Heath is unconvinced: “IRBs haven’t been willing to let go of the reins because they don’t want that liability,” she explains. “Now, the NPRM says they’ll hold any IRB responsible — wherever they are.”
This change will lead to fewer institutions investing in their own IRBs as they discover that it is easier to have independent or central IRBs review studies, she adds. “I think it’s a given — whether good or bad, I don’t know.”
When the IRB system was started 50 years ago, the local ethics board was truly local with few opportunities to collaborate or consult with other boards, Heath notes.
“Now when you look at the world, you see we’re global,” she adds.

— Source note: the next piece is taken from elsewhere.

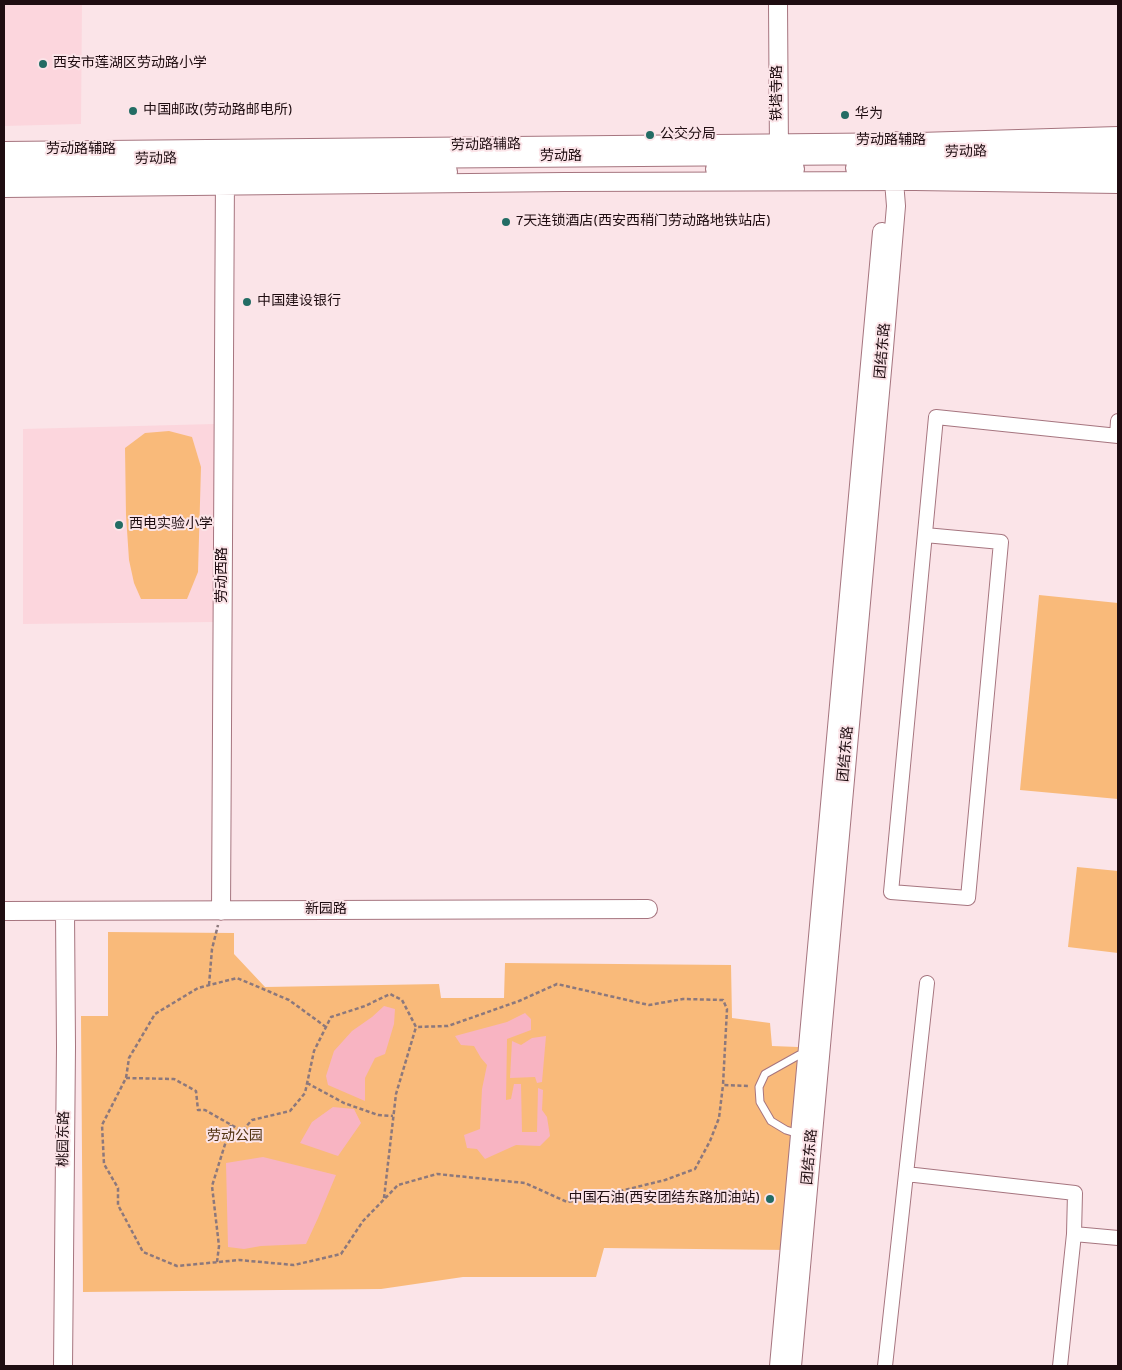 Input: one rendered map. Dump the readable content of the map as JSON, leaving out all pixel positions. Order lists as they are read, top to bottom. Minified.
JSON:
{"streets":{"main road":["劳动路"],"street":["铁塔寺路","劳动路辅路","团结东路","劳动西路","新园路","桃园东路"]},"crossings":[["铁塔寺路","劳动路辅路"],["铁塔寺路","劳动路"],["劳动路辅路","劳动路"],["劳动路辅路","团结东路"],["劳动路辅路","劳动西路"],["劳动路","团结东路"],["劳动路","劳动西路"],["劳动西路","新园路"],["新园路","桃园东路"]],"parks":["劳动公园"],"places":["西安市莲湖区劳动路小学","中国邮政(劳动路邮电所)","华为","公交分局","7天连锁酒店(西安西稍门劳动路地铁站店)","中国建设银行","西电实验小学","中国石油(西安团结东路加油站)"]}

Over the years, research reviews by local IRBs have become more about the overall study and less about local impact and issues, she says.
Although the change would make it permissible for research institutions to shut down their IRBs and turn to commercial IRBs to review all of their trials, this dramatic of a shift is unlikely to occur for two good reasons, Pritchard says.
“The first is that this provision does allow for an exception, where in some circumstances it could be decided that for this type of study, we don’t want to use single IRB review,” he adds. “It wouldn’t be a good thing if an institution didn’t have a committee available to review those studies that meet the exceptions.”
The second reason it likely won’t result in organizations shutting down their local IRBs is because of the sheer volume of research reviews that are necessary, he notes.
“Imagine you have a consortium of 10 institutions who together regularly carry out 100 clinical trials at a time,” Pritchard says. “This provision would say that a single IRB review is required for — let’s assume for the sake of argument — all 100 trials. It’s very unlikely that nine of them will sunset their IRBs and leave one IRB to handle all 100 reviews.”
The more likely scenario would be that each institution would handle 10 or some other portion of the 100-review workload, dividing up the reviews according to their own IRB’s expertise, he adds.
On a positive note, the proposed Common Rule change will reduce the overall workload by making it unnecessary that each institution conducts a review of the same study in a multisite research project, but this change is a good thing, Pritchard notes.
“If all the IRBs have a smaller workload, then they may also be able to identify which of the 10 IRBs in their consortium is best qualified for cardiovascular clinical trials versus oncology clinical trials, etc.,” he says. “It could lead to better-tailored reviews and being able to pay more attention to the studies reviewed by your IRB because its overall load is less.”
REFERENCE
- Federal policy for the protection of human subjects; proposed rules. Fed Reg. 2015;80(173):53933-54061.
“I think the local IRB has seen its day."